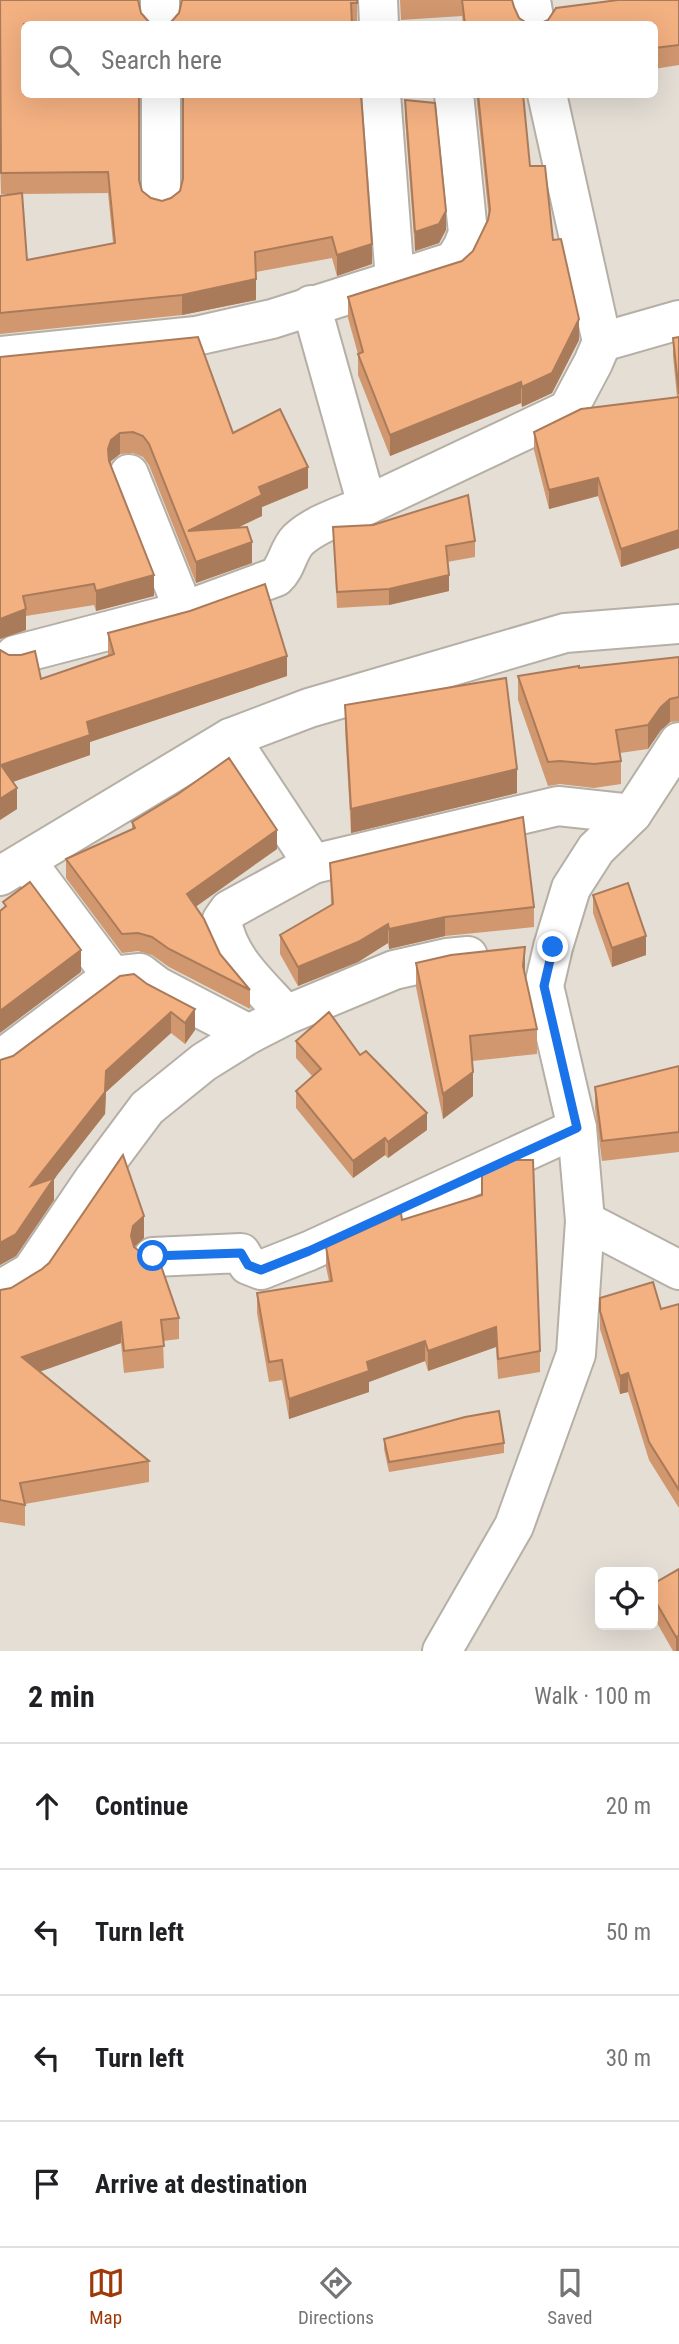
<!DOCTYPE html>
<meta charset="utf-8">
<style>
body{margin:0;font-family:"Roboto Condensed",sans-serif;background:#f6f6f6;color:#202124}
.controls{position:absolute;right:21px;bottom:21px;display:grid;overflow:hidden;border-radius:10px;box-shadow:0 7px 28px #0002}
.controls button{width:63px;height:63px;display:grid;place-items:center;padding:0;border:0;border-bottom:2px solid #e0e0e0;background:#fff;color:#202124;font:35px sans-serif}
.stop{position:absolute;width:21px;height:21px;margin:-16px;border:5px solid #1a73e8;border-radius:50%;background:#fff}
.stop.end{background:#1a73e8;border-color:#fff;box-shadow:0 2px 7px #0008}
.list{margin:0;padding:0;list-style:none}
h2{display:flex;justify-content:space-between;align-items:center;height:91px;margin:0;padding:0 28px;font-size:30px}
h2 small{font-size:23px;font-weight:400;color:#757577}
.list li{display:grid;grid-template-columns:46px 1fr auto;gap:21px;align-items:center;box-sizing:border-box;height:126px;padding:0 28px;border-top:2px solid #e0e0e0}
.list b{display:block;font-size:26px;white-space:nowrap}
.list em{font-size:23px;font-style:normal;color:#757577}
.icon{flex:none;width:38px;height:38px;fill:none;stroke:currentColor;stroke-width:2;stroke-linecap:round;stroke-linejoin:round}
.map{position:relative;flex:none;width:679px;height:1651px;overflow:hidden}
.search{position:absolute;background:#fff;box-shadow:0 7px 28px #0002;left:21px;right:21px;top:21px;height:77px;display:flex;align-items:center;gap:18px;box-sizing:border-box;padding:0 24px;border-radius:10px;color:#757577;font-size:26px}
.sheet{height:595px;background:#fff}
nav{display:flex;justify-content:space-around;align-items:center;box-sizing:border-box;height:98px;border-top:2px solid #e0e0e0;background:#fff;font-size:19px;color:#757577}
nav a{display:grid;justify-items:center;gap:4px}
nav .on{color:#9e3909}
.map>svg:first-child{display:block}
</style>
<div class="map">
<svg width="679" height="1651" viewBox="0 0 679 1651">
<rect width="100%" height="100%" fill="#e4ded5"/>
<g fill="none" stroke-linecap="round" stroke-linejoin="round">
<!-- minor casing -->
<g stroke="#b5afa6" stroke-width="42">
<g id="minor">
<path d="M160 0V24"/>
<path d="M378 0 379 24"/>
<path d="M531 0 535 24"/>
<path d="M161 94V200"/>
<path d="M395 280 454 261 463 246 468 233 454 94"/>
<path d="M311 305 367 505 568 410 593 363 602 342 547 94"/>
<path d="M602 342 679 320"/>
<path d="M0 356 196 336 272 319 395 280 381 94"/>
<path d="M129 474 184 611"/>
<path d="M15 655 184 611 276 577C287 567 288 550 298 540 316 523 345 515 367 505"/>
<path d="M230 738 313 864 558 806 632 814"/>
<path d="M26 861 112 976 140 973 157 986 249 1034"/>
<path d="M286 1015C260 985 228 960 222 920L229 910 313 864"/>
<path d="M0 1060 112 976"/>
<path d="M585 1221 679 1270"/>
<path d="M153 1257 241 1253 248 1265 261 1270 309 1251 577 1128"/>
<path d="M0 1290 31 1272 94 1179 147 1108 204 1062 249 1034 286 1015 394 970 447 958 468 956"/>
<path d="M442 1651 514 1526 576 1354 585 1221 577 1128 544 986 553 947 571 888 596 849 632 814 679 742"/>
</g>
</g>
<!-- tertiary casing -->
<g stroke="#b5afa6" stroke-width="42">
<path id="tertiary" d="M0 876 230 738 309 708 565 633 679 624"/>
</g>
<!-- minor -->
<use href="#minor" stroke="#fff" stroke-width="38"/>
<!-- tertiary -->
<use href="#tertiary" stroke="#fff" stroke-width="38"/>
</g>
<!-- wall -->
<g fill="#d1976f" fill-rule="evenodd">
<path d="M181 0H357V24L171 22 179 13 181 6Z"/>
<path d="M400 0H512L514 7 519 18 527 23 536 24H463L462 16 401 20Z"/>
<path d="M679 0V65L654 69V24Z"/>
<path d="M24 24 139 180 142 191 151 198 162 201 171 198 180 191 183 179V94L372 264 337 276 332 258 256 272V300L182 315 0 334V196L17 194H1L0 155ZM108 193 113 243 27 260 22 194Z"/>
<path d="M476 94H523L530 166 553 240 579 340 552 393 522 407 521 403 390 456 358 375V354L348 318V297L462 261 473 251 489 219Z"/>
<path d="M405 100 446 230 439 243 415 251 405 119Z"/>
<path d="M679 337V548L621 567 598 496 549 509 534 450V432L677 397 673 356V338Z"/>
<path d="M0 357 233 433 308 488 262 507V516L237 528 252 563 196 583 149 465 143 457 133 453 120 454 111 461 110 465 154 596 96 611 94 605 26 616V630L0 639Z"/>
<path d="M333 527 475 541V557L447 562 449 591 389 605 337 608Z"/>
<path d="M108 633 287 676 90 742V755L13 782 17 809 0 820V650L41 679 108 656Z"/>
<path d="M679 657V721L670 722 661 730 648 749 620 753 621 761V784L594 788 560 784 548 786 518 700V676Z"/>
<path d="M345 705 517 793 351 833 345 729Z"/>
<path d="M132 822 277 849 195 906 220 954 250 990V1009L169 967 152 955 138 951 122 953 66 878V859L132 829Z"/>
<path d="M330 863 534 907V927L445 936 389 949 388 943 358 962 298 986 280 954V935L331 905Z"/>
<path d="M593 895 646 955 612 967 593 913Z"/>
<path d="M416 963 525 974 537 1029V1054L472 1061 473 1096 443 1119 416 987Z"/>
<path d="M134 974 195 1030 185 1044 171 1033 106 1092 105 1114 54 1179V1200L16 1256 0 1265V1060L13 1056Z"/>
<path d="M296 1041 360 1055 427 1130 388 1158 385 1155 353 1178 296 1108V1091L313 1077 296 1058Z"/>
<path d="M679 1066V1152L602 1161 595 1108V1087Z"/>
<path d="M402 1220 540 1351V1372L498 1379 496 1347 428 1371 425 1361 369 1382V1392L289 1419 282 1380 269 1382 257 1313V1293L329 1281 326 1267V1247Z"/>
<path d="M144 1238 134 1247 179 1318V1339L163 1341 164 1368 124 1373 121 1343 40 1371 149 1461V1482L25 1504V1526L0 1522V1290L11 1288Z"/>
<path d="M679 1304V1508L649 1460 628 1392 620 1394 600 1329V1311L661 1309Z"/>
<path d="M384 1439 504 1443V1453L389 1472 384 1449Z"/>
<path d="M679 1569V1651H673L653 1616V1584Z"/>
</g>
<!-- shaded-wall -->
<g fill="#aa7b5a">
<path d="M446 211V230L439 243 415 251V232Z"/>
<path d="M372 244V264L337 276V255Z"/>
<path d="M256 279V300L182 315V295Z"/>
<path d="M579 319V340L552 393 522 407V387Z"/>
<path d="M521 382V403L390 456V435Z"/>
<path d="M120 433V454L111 461 108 470V449L111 440Z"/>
<path d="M308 467V488L262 507V516L191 550 188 531 259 487Z"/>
<path d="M598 478V496L549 509V490Z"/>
<path d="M679 530V548L621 567V549Z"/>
<path d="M252 542V563L196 583V562Z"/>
<path d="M154 575V596L96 611V591Z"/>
<path d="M449 575V591L389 605V589Z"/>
<path d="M26 609V630L0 639V619Z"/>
<path d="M287 656V676L90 742V755L1 786V765L87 722Z"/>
<path d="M670 699V722L661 730 648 749V725L661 707Z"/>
<path d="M517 769V793L351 833V809Z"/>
<path d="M17 788V809L0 820V799Z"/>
<path d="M277 830V849L187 913V894Z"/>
<path d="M445 917V936L389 949V929Z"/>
<path d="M388 924V943L358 962 298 986V967Z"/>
<path d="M646 936V955L612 967V948Z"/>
<path d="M525 947V972L523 991V966Z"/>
<path d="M81 950V972L0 1033V1011Z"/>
<path d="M195 1009V1030L185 1044V1023Z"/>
<path d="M171 1012V1033L106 1092 105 1114 54 1179V1200L16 1256 0 1265V1243L31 1186 106 1071Z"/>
<path d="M473 1072V1096L443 1119V1094Z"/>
<path d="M427 1113V1130L388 1158V1142Z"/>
<path d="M385 1138V1155L353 1178V1161Z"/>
<path d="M144 1216V1238L133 1248 131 1236 133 1226Z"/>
<path d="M121 1322V1343L22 1378V1357Z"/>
<path d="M496 1327V1347L428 1371V1351Z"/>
<path d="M425 1341V1361L369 1382V1392L289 1419V1399L367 1362Z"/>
<path d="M628 1373V1392L620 1394V1376Z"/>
<path d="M679 1636V1651H676V1637Z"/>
</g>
<!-- building -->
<g fill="#f3b081" stroke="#aa7b5a" stroke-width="2">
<path d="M0 0H138L141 13 149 22 159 24H24V94H139V180L142 191 151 198 162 201 171 198 180 191 183 179V94H328L333 96 361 94 372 244 337 255 332 237 255 252 256 279 182 295 0 313V196L22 193 27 260 115 243 108 172 1 173Z"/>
<path d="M182 0H357V3H351L352 24H162L171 22 179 13Z"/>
<path d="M462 0H512L514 7 519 18 527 23 536 24H465Z"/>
<path d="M618 0H679V45L654 48V24H539L548 20 556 8Z"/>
<path d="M478 94H523L530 166H545L553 240 561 239 579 319 552 373 522 387 521 382 390 435 358 354 363 352 348 297 462 261 473 251 488 220 490 210Z"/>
<path d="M405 100 435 103 446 211 439 224 415 232Z"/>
<path d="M198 337 233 433 280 409 308 467 259 487 262 495 188 531 247 527 252 542 196 562 149 444 143 436 133 432 120 433 111 440 108 449 109 461 154 575 96 591 94 584 23 596 26 609 0 619V357Z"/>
<path d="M679 337V394L673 338Z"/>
<path d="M679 397V530L621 549 598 478 549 490 534 432 581 409Z"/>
<path d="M468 495 475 541 446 546 449 575 389 589 337 592 333 527 373 525Z"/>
<path d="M265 584 287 656 87 722 90 735 1 765 17 788 0 799V650L9 655H21L35 651 41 679 114 654 108 633 190 611Z"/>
<path d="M679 657V697L670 699 661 707 648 725 616 730 621 761 594 764 560 761 548 762 518 676 579 666V668Z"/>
<path d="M506 678 517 769 351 809 345 705Z"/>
<path d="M229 758 277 830 187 894 204 919 220 954 250 990 169 949 152 937 138 933 122 934 66 859 135 828 132 822 178 794Z"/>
<path d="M523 817 534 907 445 917 389 929 388 924 358 942 298 967 280 935 333 904 330 863Z"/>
<path d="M30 882 81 950 0 1011V911L6 906 3 902Z"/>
<path d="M628 883 646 936 612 948 593 895Z"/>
<path d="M525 947 523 966 537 1029 470 1036 473 1072 443 1094 416 963 451 955Z"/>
<path d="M134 974 147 984 195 1009 185 1023 171 1012 106 1071 105 1092 31 1186 54 1178 16 1234 0 1243V1060L13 1056 120 976Z"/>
<path d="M329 1012 360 1055 366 1051 427 1113 388 1142 385 1138 353 1161 296 1091 321 1069 296 1041Z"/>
<path d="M679 1066V1132L602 1141 595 1087Z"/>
<path d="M123 1155 144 1216 133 1226 131 1236 134 1247 144 1255 158 1257 179 1318 161 1320 164 1346 124 1351 121 1322 22 1357 149 1461 20 1483 25 1505 0 1500V1290L11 1288 42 1269 49 1263Z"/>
<path d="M515 1160H533L540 1351 498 1359 496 1327 428 1351 425 1341 367 1362 369 1371 289 1399 282 1360 269 1362 257 1293 332 1281 326 1247 401 1213 402 1220 482 1195V1175Z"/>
<path d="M653 1282 661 1309 679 1304V1490L649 1442 628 1373 620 1376 600 1311V1298Z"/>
<path d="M499 1411 504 1443 389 1462 384 1439 465 1417Z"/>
<path d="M679 1569V1636L676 1637 653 1597V1584Z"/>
</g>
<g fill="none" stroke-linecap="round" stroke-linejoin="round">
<!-- route -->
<path stroke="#1a73e8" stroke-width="9" d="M153 1256 241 1253 248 1265 261 1270 309 1251 577 1128 544 986 553 947"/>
</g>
</svg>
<div class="controls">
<button><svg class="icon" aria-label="locate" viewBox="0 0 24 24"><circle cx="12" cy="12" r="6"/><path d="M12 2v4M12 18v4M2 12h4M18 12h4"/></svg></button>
</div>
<div class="stop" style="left:153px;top:1256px"></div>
<div class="stop end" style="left:553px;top:947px"></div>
<div class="search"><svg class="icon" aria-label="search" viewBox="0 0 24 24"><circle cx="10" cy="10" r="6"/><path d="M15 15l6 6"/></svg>Search here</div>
</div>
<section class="sheet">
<h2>2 min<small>Walk · 100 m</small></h2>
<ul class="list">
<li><svg class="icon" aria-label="ahead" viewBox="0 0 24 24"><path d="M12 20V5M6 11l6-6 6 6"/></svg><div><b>Continue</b></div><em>20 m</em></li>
<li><svg class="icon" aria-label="left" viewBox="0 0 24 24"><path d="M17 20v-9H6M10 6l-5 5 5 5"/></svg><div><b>Turn left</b></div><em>50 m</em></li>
<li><svg class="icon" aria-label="left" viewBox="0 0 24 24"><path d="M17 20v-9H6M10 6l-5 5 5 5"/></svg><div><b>Turn left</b></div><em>30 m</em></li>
<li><svg class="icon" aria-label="arrive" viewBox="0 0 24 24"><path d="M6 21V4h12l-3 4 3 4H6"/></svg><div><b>Arrive at destination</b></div></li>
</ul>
</section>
<nav>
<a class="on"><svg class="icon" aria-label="map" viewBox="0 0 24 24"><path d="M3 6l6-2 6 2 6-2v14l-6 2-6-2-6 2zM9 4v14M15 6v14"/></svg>Map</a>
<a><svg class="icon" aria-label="directions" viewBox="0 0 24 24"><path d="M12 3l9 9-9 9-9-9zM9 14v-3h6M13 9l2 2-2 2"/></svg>Directions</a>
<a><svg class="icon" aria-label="saved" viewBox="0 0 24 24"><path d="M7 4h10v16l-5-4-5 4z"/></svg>Saved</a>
</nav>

- - -

> **INSTRUCTIONS TO FOLLOW**: Your answer should consist of all lines in the listing above that contain "sheet".

> **TASK SOLUTION**:
.sheet{height:595px;background:#fff}
<section class="sheet">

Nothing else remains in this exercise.